I think your GPU has TEMPERATURE CONTROLLED FAN SPEED. So this behaviour is OK. What is happening is that your fan speed is going up in steps. Probably SLOW until 50 degrees, then MEDIUM until 60 degrees, then FAST until 70 degrees, then SCREAM above 70 degrees.

So what happens if you IMPROVE your cooler? Or put new TIM on? Well, it is actually more efficient at cooling now. BUT, the fan speed is on SLOW. So when you read the temps, you get a reading not very different from before. However, when you are using the card in 3D games you might find that it doesnt have to go up to SCREAMING fan any more, just FAST is good enough to cool it. Win-Win. Lower temp and quieter operation.

There are various tools out there that let you monitor GPU fanspeed, temp, etc. even adjust how they work. One of those tools is rivatuner. Another is GPUZ. Look into these and see if they work with your GPU model.


----------



## TDUEnthusiast (Feb 16, 2009)

Well.. Zalman did include a Fan Mate 2 with it, so I use that to control the speed of the fan myself. The lowest speed the fan can go is 2K RPM ( for me, the box states it goes down to 1.6K, but it doesn't ). I put it to the lowest ( 2k RPM ) when I'm just surfing the net, but raise the fan speed to 2.8K - 3.1K RPM.
My casing has got 2 vents on the side for a 80 MM ( top ) and a 120MM ( bottom ). And a 80/90MM vent at the rear. I have a 80MM fan behind exhausting the hot air at 2.5K RPM, and a 80MM Fan at the side exhausting too. I put the side for exhaust cause if i made it intake, it'll increase the temps.


----------



## TDUEnthusiast (Feb 18, 2009)

Sorry for double posting, anyway..... Thanks for helping me, I just reduced the idling temp by 3 degrees by removing the tapes I used to seal up the pci slots at the back. *-*


----------



## HossHuge (Feb 21, 2009)

Your thread inspired me to change my crappy paste for AS5 and try the grain of rice method.  I was afriad of doing it that way but it seems to be working.  I applied it yesterday so I am hoping my temps decrease even further.  I was thinking about going to a PII but I am happy with my speed.

Thanks,

P.S.

With the money you saved me from buying the PII, Ill donate it to a local charity in your name!!


----------



## MohawkAngel (Feb 23, 2009)

Guys I love this tread but when i apply paste i dont only put a center spot. I apply a layer on the entire CPU surface.

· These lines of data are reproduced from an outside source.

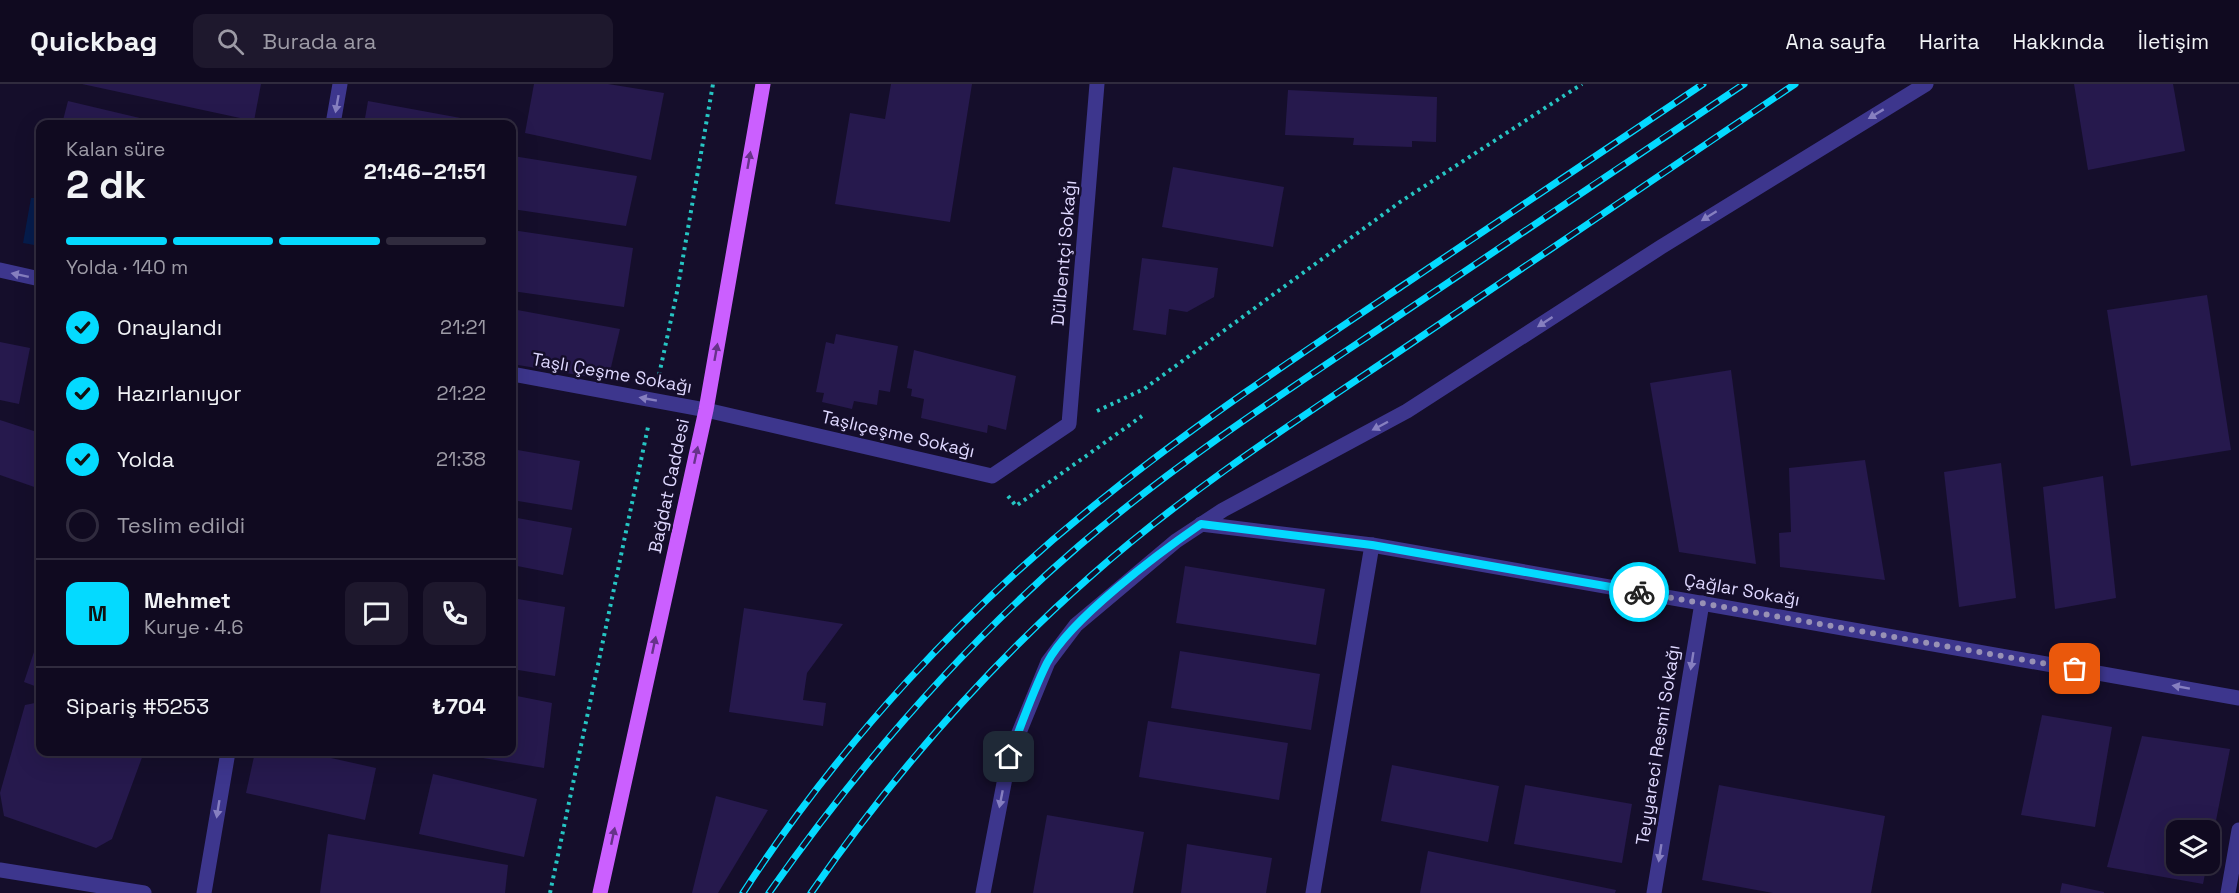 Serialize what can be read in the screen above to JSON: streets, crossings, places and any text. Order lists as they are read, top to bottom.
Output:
{
  "streets": {
    "main road": ["Bağdat Caddesi"],
    "street": [
      "Dülbentçi Sokağı",
      "Taşlı Çeşme Sokağı",
      "Taşlıçeşme Sokağı",
      "Çağlar Sokağı",
      "Teyyareci Resmi Sokağı"
    ]
  },
  "crossings": [
    ["Dülbentçi Sokağı", "Taşlıçeşme Sokağı"],
    ["Taşlı Çeşme Sokağı", "Taşlıçeşme Sokağı"],
    ["Taşlı Çeşme Sokağı", "Bağdat Caddesi"],
    ["Taşlıçeşme Sokağı", "Bağdat Caddesi"],
    ["Çağlar Sokağı", "Teyyareci Resmi Sokağı"]
  ],
  "one_way": [
    "Taşlı Çeşme Sokağı",
    "Bağdat Caddesi",
    "Çağlar Sokağı",
    "Teyyareci Resmi Sokağı"
  ],
  "page": {
    "header": "Quickbag",
    "search": "Burada ara",
    "nav": [
      "Ana sayfa",
      "Harita",
      "Hakkında",
      "İletişim"
    ],
    "heading": ["2 dk", "Kalan süre", "21:46–21:51"],
    "panel": [
      "Mehmet",
      "Kurye · 4.6",
      "Sipariş #5253",
      "₺704"
    ],
    "bar": "Yolda · 140 m",
    "list": [
      ["Onaylandı", "21:21"],
      ["Hazırlanıyor", "21:22"],
      ["Yolda", "21:38"],
      "Teslim edildi"
    ],
    "round": "M"
  }
}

Just enough but not too much to have it coming on the sides of the processor when i install the heaatsink. In this way even with the stock AMD cooling fan+heat dissipator I never go higher than 38 celcius on my AM2 Brisbane 4600+ 2.4gigs that i overclocked to 3.0 gigs.


----------



## mav2000 (Feb 23, 2009)

So would you use the same method for the copper tube based heatsinks like the Sunbeam core contact or the OCZ vendetta 2? Or would I have to first put in a little paste into the edges of the copper tubes and then a drop on the cpu?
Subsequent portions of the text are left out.